I know I sound a bit silly, but what do you think ladies? I would appreciate your take on this.


Well spiritual maturity in prayer comes with time. Instead of looking to develop it, let God develop it in you. There is not a formula, necessarily, that will bring it about. It seems like you are definitely on the right path by recognizing that there is different prayers. You are already moving away from selfish prayers(which I am not downing because they are human nature and I am human myself). But you recognize that in your prayer life, there needs to be a focus outside of yourself and your sphere of relationships. Sounds to me like you are developing the gift of intercession, which is to pray on behalf of others and have the faith to believe in the power of God on the behalf of other people.

You are also on the right track by asking not only that God "give" you what you want, but that he help you to "submit" to his will in all things and situations. That is powerful, because while submitting can be hard for us to do, it takes a faithful, God loving, God trusting person to be able to truly submit to God's will, even in the face of situations that seem paradoxical. Like when the E.A. was bombed. There were some lives lost and some lives saved, but God had his hand on the situation the whole time.

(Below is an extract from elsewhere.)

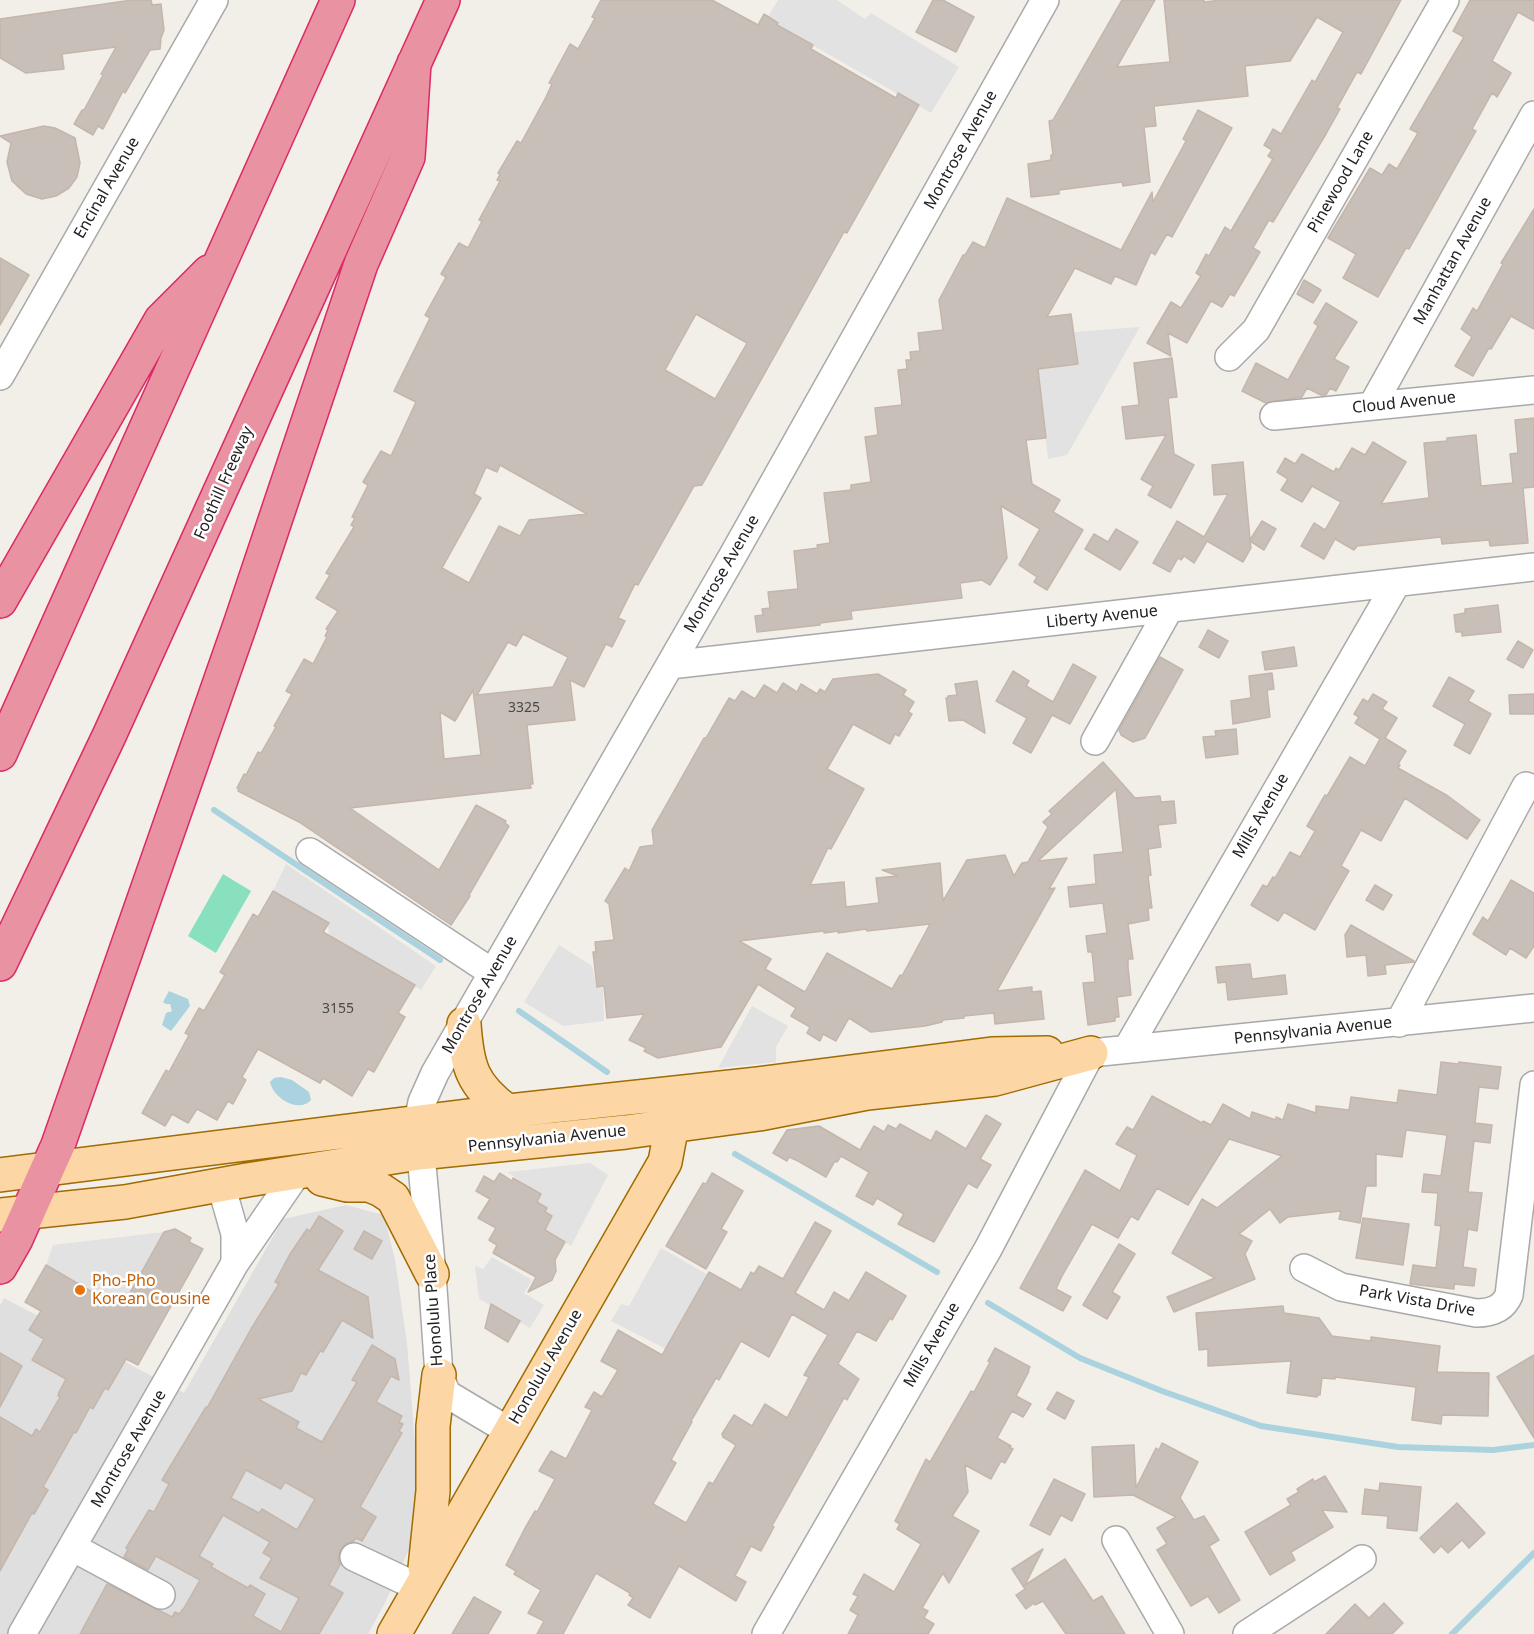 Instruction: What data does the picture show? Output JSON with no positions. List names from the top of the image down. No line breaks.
{"streets":{"highway":["Foothill Freeway"],"main road":["Pennsylvania Avenue","Honolulu Avenue"],"street":["Montrose Avenue","Pinewood Lane","Encinal Avenue","Manhattan Avenue","Cloud Avenue","Liberty Avenue","Mills Avenue","Park Vista Drive","Honolulu Place"]},"crossings":[["Montrose Avenue","Liberty Avenue"],["Montrose Avenue","Pennsylvania Avenue"],["Montrose Avenue","Honolulu Place"],["Manhattan Avenue","Cloud Avenue"],["Liberty Avenue","Mills Avenue"],["Mills Avenue","Pennsylvania Avenue"],["Pennsylvania Avenue","Honolulu Place"],["Pennsylvania Avenue","Honolulu Avenue"],["Honolulu Place","Honolulu Avenue"]],"places":["Pho-Pho Korean Cousine"],"house_numbers":["3325","3155"]}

This is an area that can get sort of gray when you are building your maturity and faith. Some questions can't be answered. At least not by us. God only knows why some people suffer and some people prosper in situations like that. Be grateful that your family was spared and continue to pray that the souls of those that were lost had the opportunity to know and accept Jesus. That is all you can do. I've heard a pastor say at a funeral that he wasn't going to preach anyone into Heaven and that it was between that person and God, but that he would prayerfully hope that that person was with Jesus. Same situation here. You can't pray situations into God's will, but you can submit yourself into God's will and be an example so that other people want to follow you and thus, follow the Lord.

Keep track of your prayers with a prayer journal---I don't do this out of laziness, but I know it is a great practice. Once you begin to do that, you can see when, how, where and under what circumstances you are moved to pray and you can track how, when, where and under what circumstanced God moves on those prayers. All that information can be added to your testimony so that other people can see what happens when you let God have his way.

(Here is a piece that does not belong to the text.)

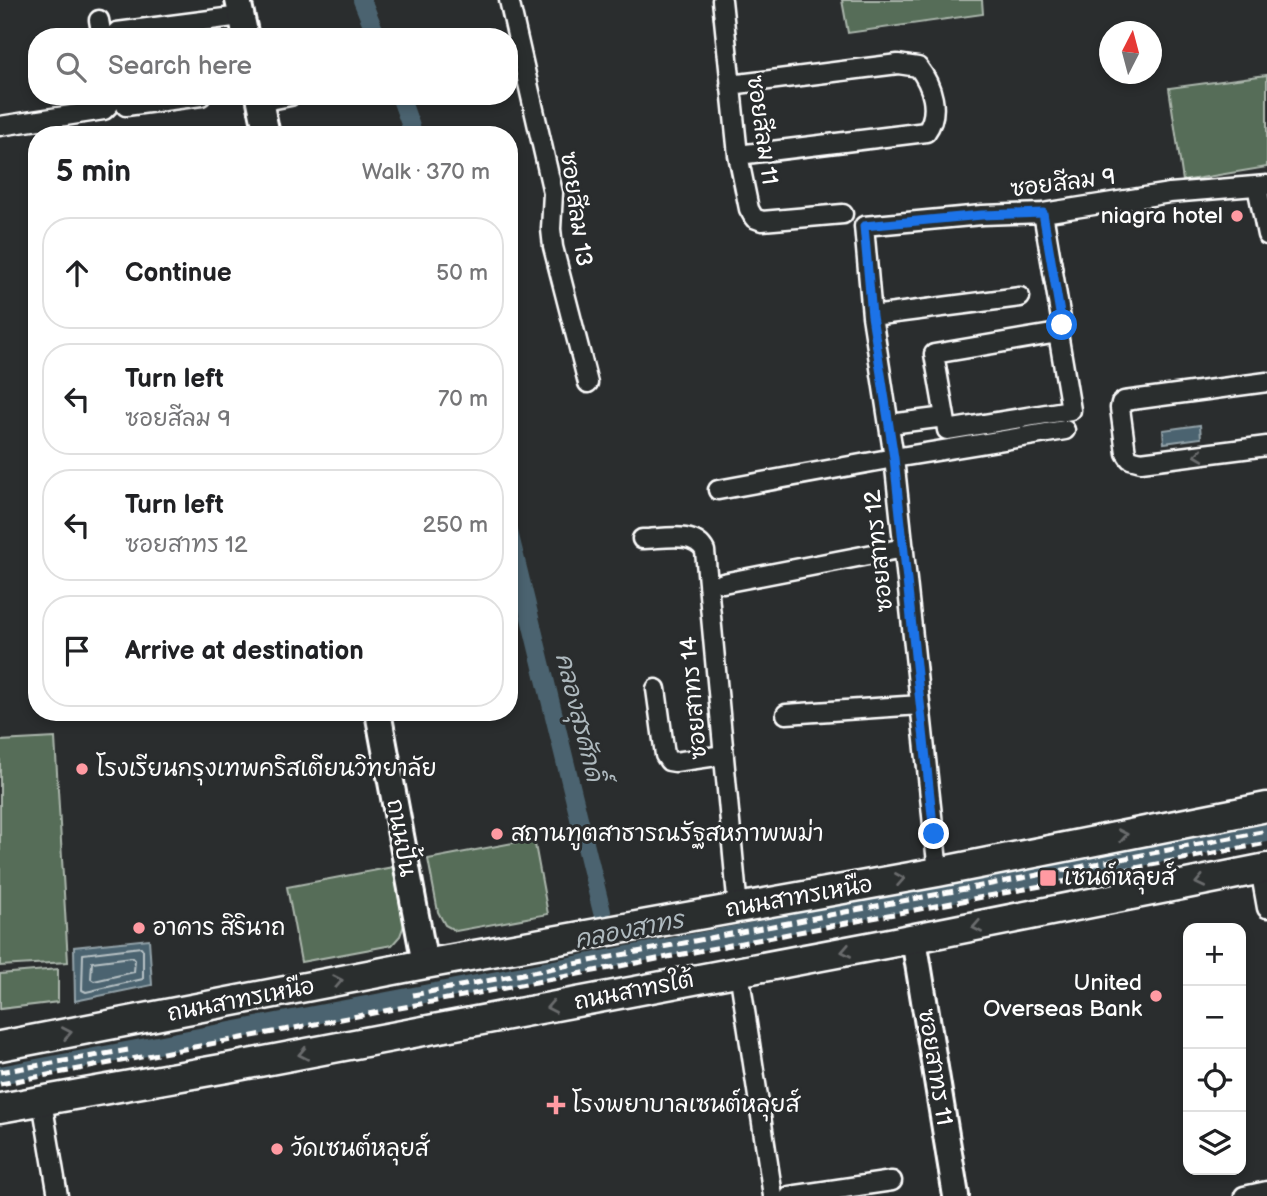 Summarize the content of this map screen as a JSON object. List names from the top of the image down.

Once you learn to fully submit your prayer life to God's will, you will become more bold in asking for things based upon his will because you know that he only wants the best for you. It is ok to ask God for things, because when you ask for things that line up with his will, he has no problem releasing those things to you. The problem comes when we ask for things that have nothing to do with God's will for our lives. When we stray into the areas of greed and self-serving prayers is when prayers seem to go unanswered. I say that they "seem" to go unanswered because we ask for things that are self-serving and we don't recognize when we get them, because they aren't in line with God and therefore are oftentimes riddled with confusion, sinful situations and we think that God is in the wrong because he didn't give us what we asked for, when in fact he did. example: a lot of women, myself included, have prayed to God for a man to come into our lives and love us, respect, etc. . .blah blah blah. Well, when we don't ask God to prepare us first, and ask God not to just send any man but to send the man that he made us fore, then we end up in relationships that seem heaven sent, but turn out to be . . .:wallbash:. And we get mad at God becaue our new guy has us lusting all the time, sinning, drinking, partying, abusing us, cheating or what have you. If you keep a prayer journal, you can become more aware of when God gives you what you ask for, whether it is for you, or for someone else, and whether he blessed you with what you asked for for your own will or whether he blessed you with what he had for you in his will.
 
Last edited:

Britt

Well-Known Member
I wonder this too, and I have no understanding...
If we pray to God for something, how do we know if it's in His will ? For example, if someone is sick and we pray for them, how do we know that it's not God's will for that person to go through that? (I wonder this about myself for something i've been dealing with for the past 5 yrs, that the docs can't figure out). I feel like i've been begging God to heal me, i've literally cried out, and I still have this 'problem'. I will admit I just recently decided to really give myself to Christ, so that could be part of the problem of me havin this weird illness.

Or like the OP said, her mom was spared in the bombings, but what about the other people? What if they prayed to God too? I'm trying to learn the real meaning of "thy will be done"...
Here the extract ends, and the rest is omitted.